Alpenstraße zum Großen Speikkogel mit Panoramablick über Kärnten.

iStock.com/Photofex-AT

Monte Zoncolan 
Vor diesem Monster haben sogar Profis Respekt. Und die alte Auffahrt von Priola aus ist dazu noch die heftigste Variante. Die Straße ist zunächst eher ein befestigter Eselspfad als eine Passstraße, ehe man auf den neuen ausgebauten Teil einschwenkt. So kommt man schon am Einstieg des Zoncolan in den Genuss von über zwanzig Prozent. Knapp neun Kilometer gesamt klingen nach wenig, aber dieser Berg kennt im Sinne von Eddy Merckx wirklich keine Gnade. Das Terrain fällt nie unter zehn Prozent Steigung, selbst wenn man die Kurven weit außen anfährt. Innen eskaliert die Steigung auf über dreißig Prozent Steigung! In ihrem Durchschnitt ist diese Straße eine der steilsten in den Alpen überhaupt. Auf den schmalen Teerbändern hat man deshalb außer Wanderern wenig Gesellschaft. Das Finale der letzten Giro d’Italia Etappe hier oben fand sogar noch auf Naturstraßen statt, Bilder belegen aber, dass man mittlerweile auf Asphalt bis auf die 1.740 Meter kommt. Das Verhältnis aus Tretleistung und Gewicht – hier zeigt es volle Wirkung.

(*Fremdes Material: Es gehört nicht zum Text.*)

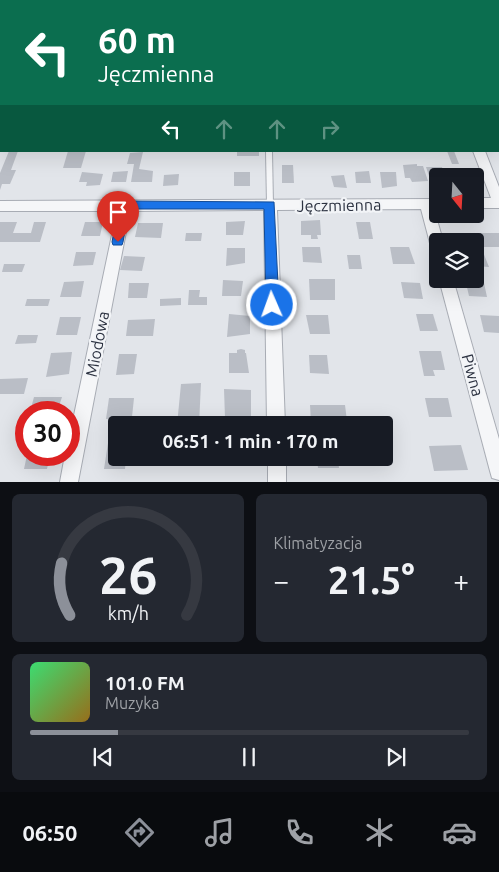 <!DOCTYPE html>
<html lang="pl">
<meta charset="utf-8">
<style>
:root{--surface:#171b24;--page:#242831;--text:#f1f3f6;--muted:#9ea1a6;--line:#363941;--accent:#8c9099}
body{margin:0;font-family:Ubuntu,sans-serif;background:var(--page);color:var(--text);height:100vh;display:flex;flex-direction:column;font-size:19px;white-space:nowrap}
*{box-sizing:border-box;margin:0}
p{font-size:16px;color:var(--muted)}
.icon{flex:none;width:28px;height:28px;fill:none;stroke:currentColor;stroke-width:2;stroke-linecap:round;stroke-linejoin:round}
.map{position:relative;height:482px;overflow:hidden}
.drawer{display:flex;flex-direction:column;gap:12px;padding:12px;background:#0d0f14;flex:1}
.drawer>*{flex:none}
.guide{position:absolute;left:0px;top:0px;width:500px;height:152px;box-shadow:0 5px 20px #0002;background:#0b6e4f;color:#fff;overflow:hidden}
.needle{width:32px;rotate:162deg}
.buttons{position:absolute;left:429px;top:168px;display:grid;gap:10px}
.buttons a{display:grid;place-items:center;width:55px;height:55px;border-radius:5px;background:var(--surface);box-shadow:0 5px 20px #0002;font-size:25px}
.speed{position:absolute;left:15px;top:401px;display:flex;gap:10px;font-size:25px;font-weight:700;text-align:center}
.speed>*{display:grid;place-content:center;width:65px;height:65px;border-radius:50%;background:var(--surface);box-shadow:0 5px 20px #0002;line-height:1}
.speed .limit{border:8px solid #d22;background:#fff;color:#111}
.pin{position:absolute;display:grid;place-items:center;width:42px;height:42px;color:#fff;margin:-51px -21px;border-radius:50% 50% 50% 0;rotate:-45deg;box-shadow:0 0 5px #0007}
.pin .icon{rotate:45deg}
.me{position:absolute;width:55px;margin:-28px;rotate:358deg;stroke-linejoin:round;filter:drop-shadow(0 0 4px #0008)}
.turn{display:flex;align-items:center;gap:18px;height:105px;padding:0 15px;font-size:22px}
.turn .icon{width:65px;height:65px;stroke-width:2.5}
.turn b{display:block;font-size:35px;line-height:42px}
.lanes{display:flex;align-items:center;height:48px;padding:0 15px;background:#0003;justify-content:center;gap:25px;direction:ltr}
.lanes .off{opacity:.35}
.big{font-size:38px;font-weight:700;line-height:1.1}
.drawer .card{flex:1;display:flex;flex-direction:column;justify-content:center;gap:8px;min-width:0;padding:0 18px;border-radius:8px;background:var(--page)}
.drawer .dial{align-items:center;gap:0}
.dial svg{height:130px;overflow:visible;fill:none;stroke:var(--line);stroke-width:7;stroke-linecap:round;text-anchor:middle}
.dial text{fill:var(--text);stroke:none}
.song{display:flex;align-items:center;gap:15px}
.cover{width:60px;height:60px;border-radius:8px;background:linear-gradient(135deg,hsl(140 70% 55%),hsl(40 70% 35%))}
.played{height:5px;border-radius:2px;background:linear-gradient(90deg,var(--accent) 20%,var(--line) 20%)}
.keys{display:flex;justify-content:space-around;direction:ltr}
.heat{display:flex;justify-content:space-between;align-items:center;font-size:28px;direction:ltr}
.drawer .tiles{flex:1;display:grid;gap:12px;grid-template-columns:1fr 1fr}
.card:last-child{grid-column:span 2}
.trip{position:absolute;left:108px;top:416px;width:285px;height:50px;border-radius:5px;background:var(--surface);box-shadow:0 5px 20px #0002;font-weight:700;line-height:50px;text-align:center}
.dock{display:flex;height:80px;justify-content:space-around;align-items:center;background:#090b0e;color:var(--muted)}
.dock .icon{width:35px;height:35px}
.dock .on{color:var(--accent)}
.dock b{font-size:22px;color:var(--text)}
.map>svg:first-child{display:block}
.building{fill:#babec6}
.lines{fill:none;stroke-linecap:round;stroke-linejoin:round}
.lane-casing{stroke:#a8acb4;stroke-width:2}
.street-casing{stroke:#a8acb4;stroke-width:2}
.lane{fill:#f5f6f8;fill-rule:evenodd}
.street{fill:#f5f6f8;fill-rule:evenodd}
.route{fill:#1a73e8;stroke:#114b97}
.labels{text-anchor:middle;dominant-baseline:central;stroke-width:4.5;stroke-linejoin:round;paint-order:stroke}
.street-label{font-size:16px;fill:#2c3241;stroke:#f2f4f7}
</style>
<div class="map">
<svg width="499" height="482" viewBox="0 0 499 482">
<rect width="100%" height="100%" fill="#e2e5ea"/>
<g class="building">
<path d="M9,151H18L11,170H16L10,184H2L0,190V173Z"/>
<path d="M68,151H86L81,168H63Z"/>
<rect x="237" y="151" width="22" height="5"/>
<path d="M447,151H454L459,164H452Z"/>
<path d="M143,152L139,169L153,171L152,182H131L134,164H127L130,153Z"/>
<path d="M417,164V166H423L428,181L412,182L410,178H405L403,165Z"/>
<path d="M282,165H293L294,183H282Z"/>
<path d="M426,167H442L445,176H438V182H431Z"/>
<path d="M128,171L126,182H111L113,172Z"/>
<path d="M369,171L371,183H356L355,172Z"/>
<path d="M82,172L103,174L100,185L86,186L87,182H79Z"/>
<rect x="234" y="172" width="16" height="14"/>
<path d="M380,172H396L397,186L382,188Z"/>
<path d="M179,174L178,185L163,186L164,175Z"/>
<path d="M344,175L347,188L334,187L331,176Z"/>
<path d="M320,220L321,235H317L318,239H311V235H301V221Z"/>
<path d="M245,221L243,235H226V222Z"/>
<path d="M0,222H17L13,233H31L34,222H46L40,242H0Z"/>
<path d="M85,222H103L100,236H81Z"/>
<path d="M356,222H370L373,239H359Z"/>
<path d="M138,223H163L161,238L135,237Z"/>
<path d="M186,233H202L201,241H185Z"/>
<path d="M456,233H499V247H482L480,241H459Z"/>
<path d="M302,247H320L322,263L303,262Z"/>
<path d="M390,247H409L415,264H393Z"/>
<path d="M475,247H481L489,267L475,266Z"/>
<path d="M227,248H245V263L226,266Z"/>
<path d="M76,252H96L93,265L73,266Z"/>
<path d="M347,255H360L362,269H349Z"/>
<path d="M124,256L145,257L142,271L120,270Z"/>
<path d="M4,264H25L22,272H2Z"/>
<path d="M309,279H335V300H310Z"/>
<path d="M223,280L243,281L241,296H222Z"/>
<path d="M84,281L81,297H60L64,282Z"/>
<path d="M401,282L420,283L423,299L404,298Z"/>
<path d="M129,283H149L147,298H128Z"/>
<path d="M466,283H484L487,297L469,296Z"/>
<path d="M189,290H200L199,297H207V305H188Z"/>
<path d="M181,298V305L160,306V299Z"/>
<path d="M27,299H50L48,306H25Z"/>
<path d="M229,314L250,316V334L227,337Z"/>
<path d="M416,314H433L438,331H420Z"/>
<path d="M306,315H328L330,334H310Z"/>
<path d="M480,315L499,316V333L484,332Z"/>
<path d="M60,317H81L77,335H56Z"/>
<path d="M155,319L153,336H126L128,320Z"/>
<path d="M18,335H38L36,343L15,344Z"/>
<path d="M241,349L245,350V353H246L249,373H229V353H237V350Z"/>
<path d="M419,351H441L445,370H433L435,376H424Z"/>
<path d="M72,352L69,374L46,377L51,353Z"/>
<path d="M119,354H137L134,374L116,375Z"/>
<path d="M309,355H327L329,374L310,373Z"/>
<path d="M28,378L24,394H0V379Z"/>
<path d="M201,383L199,425H177L181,384Z"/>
<path d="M224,389L251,390V418H225Z"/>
<path d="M34,397H62L59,406H62L60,412H30Z"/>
<path d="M109,398H134L132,417L106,419Z"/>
<path d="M425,398H448L452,417H429Z"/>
<path d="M310,405H345L347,421L311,422Z"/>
<path d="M108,443H116V458H126L125,469H104Z"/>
<path d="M461,445L468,470L434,471L429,446Z"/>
<path d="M27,455H50L47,469H24Z"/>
<path d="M317,458H338L339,468H318Z"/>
</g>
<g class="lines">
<defs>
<path id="lane" d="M266,151H272L273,205L270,208L267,205Z"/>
<g id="street">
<rect x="0" y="131" width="1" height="8"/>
<path d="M473,151H485L499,187V208H475V198H491Z"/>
<path d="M438,199V209H434L443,241H438V253L433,251L431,247L421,209L277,210L285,425H267L264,210L130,211L78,482H60L65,455H69V439L117,211H0V201Z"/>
<path d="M439,279H453L499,439V480L492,478L490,471Z"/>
<rect x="268" y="458" width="18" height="24"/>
</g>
</defs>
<use href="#lane" class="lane-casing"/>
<use href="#street" class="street-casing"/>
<use href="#lane" class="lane"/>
<use href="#street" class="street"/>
</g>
<path class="route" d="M125,201L274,202L279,305L277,309L272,311L268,309L266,305L264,209H129L123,242L122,245H113L112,242L119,205Z"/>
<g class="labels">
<g class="street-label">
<text transform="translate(339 205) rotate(-1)">Jęczmienna</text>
<text transform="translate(97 344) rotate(-79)">Miodowa</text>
<text transform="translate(473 375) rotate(75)">Piwna</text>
</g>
</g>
</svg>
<div class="buttons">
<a><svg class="needle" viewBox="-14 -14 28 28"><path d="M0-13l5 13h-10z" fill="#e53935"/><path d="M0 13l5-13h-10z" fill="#9ea1a6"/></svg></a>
<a><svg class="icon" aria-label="layers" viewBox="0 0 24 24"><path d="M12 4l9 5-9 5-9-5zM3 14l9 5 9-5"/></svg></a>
</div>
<div class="speed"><div class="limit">30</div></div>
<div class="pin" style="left:118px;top:242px;background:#d93025"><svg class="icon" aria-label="arrive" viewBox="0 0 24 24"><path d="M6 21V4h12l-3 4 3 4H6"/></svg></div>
<svg class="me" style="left:272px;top:305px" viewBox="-20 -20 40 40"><circle r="17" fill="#1a73e8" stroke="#fff" stroke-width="3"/><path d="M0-11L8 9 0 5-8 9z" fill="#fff"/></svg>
<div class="trip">06:51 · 1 min · 170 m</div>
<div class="guide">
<div class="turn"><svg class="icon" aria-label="left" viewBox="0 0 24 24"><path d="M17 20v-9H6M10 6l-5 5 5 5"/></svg><div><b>60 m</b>Jęczmienna</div></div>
<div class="lanes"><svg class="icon" aria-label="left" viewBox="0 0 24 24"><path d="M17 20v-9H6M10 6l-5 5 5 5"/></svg><svg class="icon off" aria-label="ahead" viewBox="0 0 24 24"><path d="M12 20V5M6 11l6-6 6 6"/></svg><svg class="icon off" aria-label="ahead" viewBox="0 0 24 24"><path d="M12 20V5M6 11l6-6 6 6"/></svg><svg class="icon off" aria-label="right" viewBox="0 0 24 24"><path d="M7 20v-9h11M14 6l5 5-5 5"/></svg></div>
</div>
</div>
<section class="drawer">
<div class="tiles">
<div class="card dial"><svg viewBox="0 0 100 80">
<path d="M14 69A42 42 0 1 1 86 69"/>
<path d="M14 69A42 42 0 0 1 9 37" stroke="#8c9099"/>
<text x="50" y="56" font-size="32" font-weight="700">26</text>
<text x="50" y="72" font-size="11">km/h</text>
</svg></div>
<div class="card"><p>Klimatyzacja</p>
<div class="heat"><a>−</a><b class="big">21.5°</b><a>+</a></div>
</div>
<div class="card">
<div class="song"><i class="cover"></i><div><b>101.0 FM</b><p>Muzyka</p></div></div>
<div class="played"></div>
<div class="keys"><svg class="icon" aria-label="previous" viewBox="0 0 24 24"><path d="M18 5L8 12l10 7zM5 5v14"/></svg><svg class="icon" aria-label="pause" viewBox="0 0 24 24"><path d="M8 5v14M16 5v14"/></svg><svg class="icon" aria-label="next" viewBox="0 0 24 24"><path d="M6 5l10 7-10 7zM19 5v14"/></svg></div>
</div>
</div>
</section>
<nav class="dock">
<b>06:50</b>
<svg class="icon on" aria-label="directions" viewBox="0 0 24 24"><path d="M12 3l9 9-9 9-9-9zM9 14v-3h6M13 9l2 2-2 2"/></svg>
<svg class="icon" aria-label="music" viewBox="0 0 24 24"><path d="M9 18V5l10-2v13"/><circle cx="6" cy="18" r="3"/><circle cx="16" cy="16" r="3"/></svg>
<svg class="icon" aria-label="phone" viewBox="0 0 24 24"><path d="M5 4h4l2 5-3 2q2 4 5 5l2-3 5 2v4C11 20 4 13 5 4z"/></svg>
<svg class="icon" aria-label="climate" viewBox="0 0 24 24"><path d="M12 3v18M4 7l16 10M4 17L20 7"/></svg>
<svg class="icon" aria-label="car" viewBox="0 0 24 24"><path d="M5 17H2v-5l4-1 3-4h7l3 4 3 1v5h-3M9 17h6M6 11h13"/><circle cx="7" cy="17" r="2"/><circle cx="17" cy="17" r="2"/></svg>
</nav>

Extrem steiler Anstieg des Monte Zoncolan mit dichter Vegetation.

iStock.com/Alexis Amati

Top 5: Die schönsten Anstiege – ein Muss für Rennradfahrer*innen

Warum nicht das Angenehme mit dem Schönen verbinden? Es gibt grundsätzlich wenig Passstraßen, die landschaftlich so gar nichts zu bieten haben, schließlich bringt der Höhenunterschied auch immer eine bessere Aussicht mit sich. Für die folgenden fünf Anstiege ist das allerdings meilenweit untertrieben. Diese Brillanten unter den Steigungen faszinieren Rennradler*innen beim Bergauffahren nicht nur durch ihre harmonische Streckenführung und spektakuläre Aussicht, sondern auch durch ihre Einbettung in die Landschaft und Highlights an der Strecke. Wer diese Klassiker erklimmt, wird auf zweierlei Arten seines Atems beraubt.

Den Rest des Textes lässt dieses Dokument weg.